No trecho ainda não duplicado, um conjunto de blocos de concreto no acesso ao Atacadão já casou acidentes e mortes.

Dos 17,5 km contratados na segunda licitação, apenas 13,1 km foram implantados e vários trechos estão em condição ruim, segundo o TCE.

O governo diz que a obra ainda não foi oficialmente entregue e promete concluir toda duplicação até o final deste ano.

Segundo Castro Filho, não será necessária uma nova licitação. “A partir de março, a mesma empresa contratada começará novamente a trabalhar. Se a gente não correr e começar, daqui a pouco não fazemos mais a obra.”

A empresa contratada é a Cavalca Engenharia. Em 2009, a empresa venceu uma concorrência de R$ 17 milhões para conduzir a obra. 

Para isso, o governo teve de rescindir um contrato que havia assinado um ano antes com a Geosolo Engenharia, em um projeto orçado em R$ 34 milhões.

A redução no custo foi possível devido a um enxugamento drástico nas especificações da obra: da redução na qualidade do pavimento ao corte total nos gastos previstos com acostamento, ciclovias, iluminação e paisagismo.

“O que fizeram foi um desrespeito com o povo de Mato Grosso”, avalia José Mura, proprietário da Geosolo. “Em vez de um motivo de orgulho, o que temos ali é uma grande vergonha.”

Mura chegou a buscar a Justiça para impedir a continuidade da obra e anular a rescisão do primeiro contrato. A demanda, segundo ele, acabou por perder o objeto. “Não havia mais como reverter.”

Segundo ele, o que houve na rodovia não foi um problema da empreiteira contratada. 

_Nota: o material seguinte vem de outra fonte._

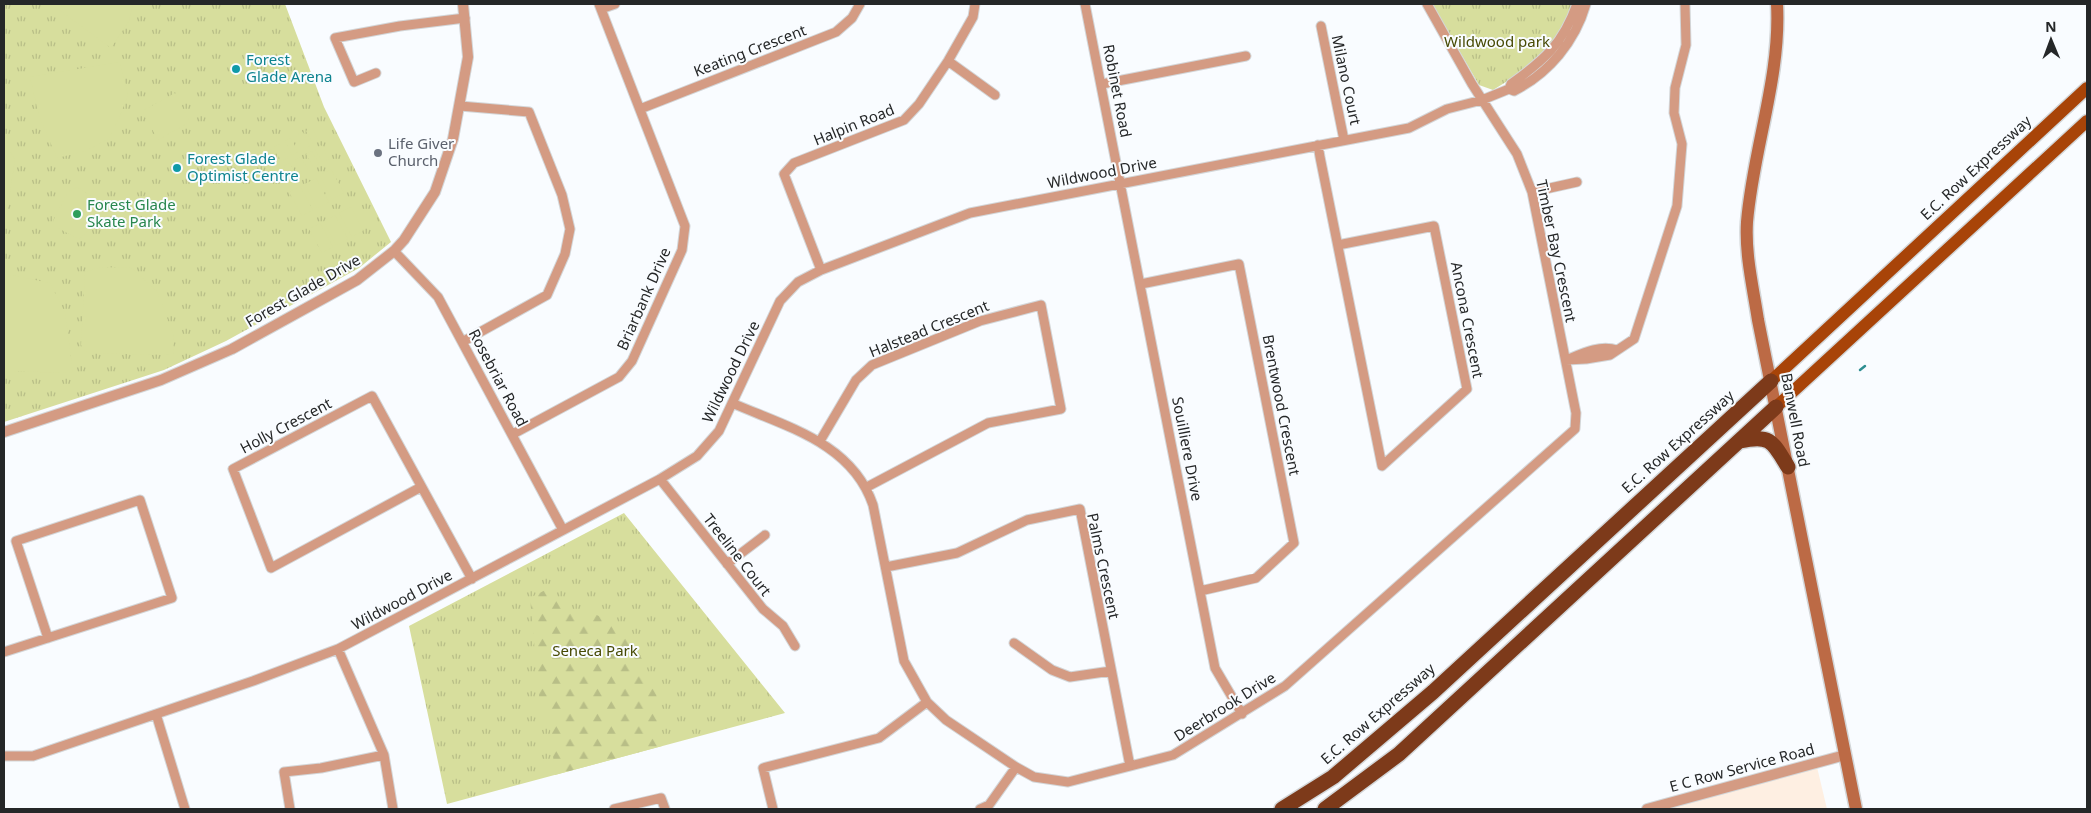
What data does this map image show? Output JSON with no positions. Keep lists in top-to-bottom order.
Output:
{
  "streets": {
    "highway": ["E.C. Row Expressway"],
    "main road": ["Banwell Road"],
    "street": [
      "Keating Crescent",
      "Milano Court",
      "Robinet Road",
      "Halpin Road",
      "Wildwood Drive",
      "Timber Bay Crescent",
      "Forest Glade Drive",
      "Briarbank Drive",
      "Ancona Crescent",
      "Halstead Crescent",
      "Rosebriar Road",
      "Brentwood Crescent",
      "Holly Crescent",
      "Souilliere Drive",
      "Treeline Court",
      "Palms Crescent",
      "Deerbrook Drive",
      "E C Row Service Road"
    ]
  },
  "crossings": [
    ["Keating Crescent", "Briarbank Drive"],
    ["Milano Court", "Wildwood Drive"],
    ["Robinet Road", "Wildwood Drive"],
    ["Robinet Road", "Souilliere Drive"],
    ["Halpin Road", "Wildwood Drive"],
    ["E.C. Row Expressway", "Banwell Road"],
    ["Wildwood Drive", "Timber Bay Crescent"],
    ["Wildwood Drive", "Ancona Crescent"],
    ["Wildwood Drive", "Rosebriar Road"],
    ["Wildwood Drive", "Holly Crescent"],
    ["Wildwood Drive", "Souilliere Drive"],
    ["Wildwood Drive", "Treeline Court"],
    ["Wildwood Drive", "Deerbrook Drive"],
    ["Timber Bay Crescent", "Deerbrook Drive"],
    ["Forest Glade Drive", "Rosebriar Road"],
    ["Briarbank Drive", "Rosebriar Road"],
    ["Halstead Crescent", "Deerbrook Drive"],
    ["Brentwood Crescent", "Souilliere Drive"],
    ["Banwell Road", "E C Row Service Road"],
    ["Souilliere Drive", "Deerbrook Drive"],
    ["Palms Crescent", "Deerbrook Drive"]
  ],
  "parks": ["Wildwood park", "Seneca Park"],
  "places": [
    "Forest Glade Arena",
    "Life Giver Church",
    "Forest Glade Optimist Centre",
    "Forest Glade Skate Park"
  ],
  "north": "top"
}
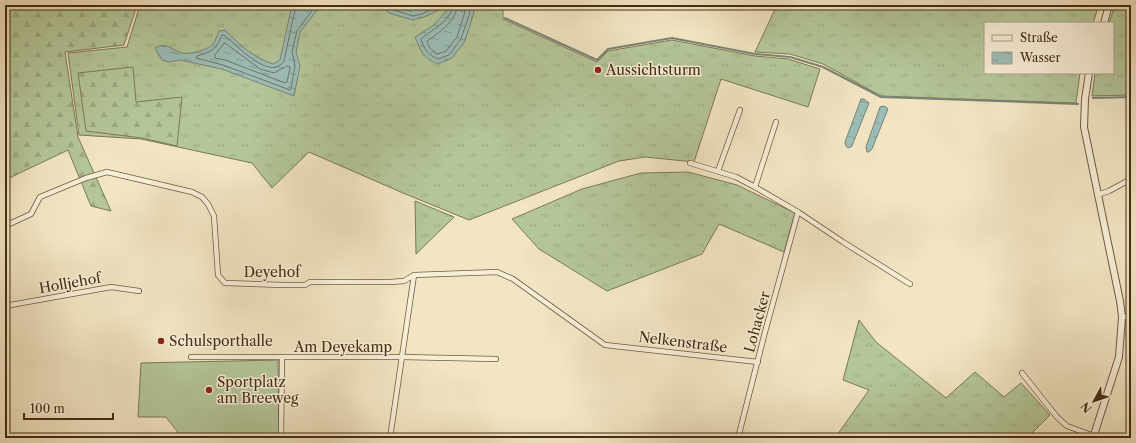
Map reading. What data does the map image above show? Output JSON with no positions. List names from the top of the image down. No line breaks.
{"streets":{"street":["Deyehof","Holljehof","Lohacker","Nelkenstraße","Am Deyekamp"]},"crossings":[["Deyehof","Nelkenstraße"],["Lohacker","Nelkenstraße"]],"places":["Aussichtsturm","Schulsporthalle","Sportplatz am Breeweg"],"legend":["Straße","Wasser"],"scale_bar":"100 m","north":"bottom left"}
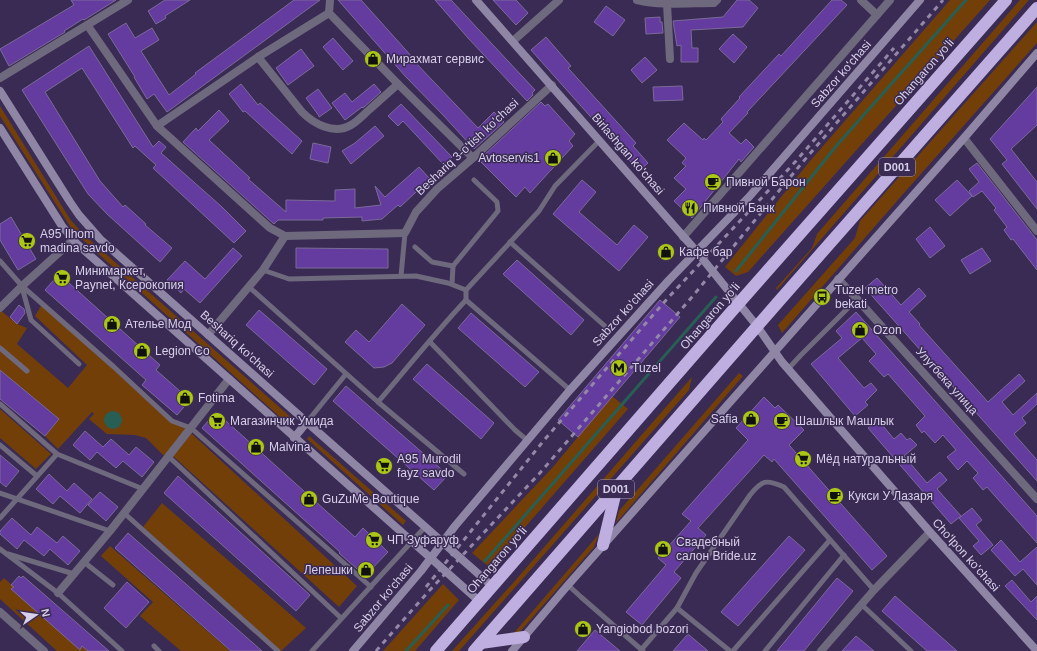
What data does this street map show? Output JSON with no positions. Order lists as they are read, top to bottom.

“A Cavalca é uma construtora muito boa. O que as pessoas não levam em conta é que uma empreiteira só faz aquilo que foi contratado. Se o governo mandou fazer uma porcaria, a empreiteira vai lá e faz. Foi isso o que aconteceu.”

EXECUÇÃO

O superintendente da SETPU, porém, defende o projeto e atribui os problemas que surgiram a “falhas de execução”. Segundo ele, a mudança no pavimento (que era o CBQU, mais resistente e durável, e passou a ser o TSD, com 1,5 cm de espessura) não justifica os defeitos que surgiram em alguns trechos.

“As pessoas se confundem: já que é casca de ovo, vai dar problema. Recalque, panela, quando asfalto está novo, é problema executivo. Na década de 1980, nós fizemos Cuiabá a Sinop com TSD, 500 quilômetros. Se fôssemos fazer em CBUQ, não chegaríamos até Nobres”, afirmou.

Segundo Castro Filho, a opção por duplicar apenas parte do trecho licitado se deu em razão da especulação imobiliária surgida após o anúncio da obra.

“Entre a fase de licitar a obra e o início efetivo, muitos empreendimentos começaram a surgir na região da noite para o dia. Havia uma demanda reprimida muito grande. Para evitar problemas, pensamos: vamos tocar neste trecho da Fundação Bradesco até o trevo de Manso, onde não vai ter nenhuma demanda de desapropriação.”

A conclusão da obra prevê alterações no trecho já duplicado. Segundo a SETPU, os contornos serão refeitos e será feito o acostamento. “Nós fizemos novos projetos para adequar estes trechos com mais problemas.” 

O Midianews procurou a Cavalca Engenharia, mas o proprietário da empresa, Arlindo Cavalca, disse que estava em viagem e não poderia dar entrevista.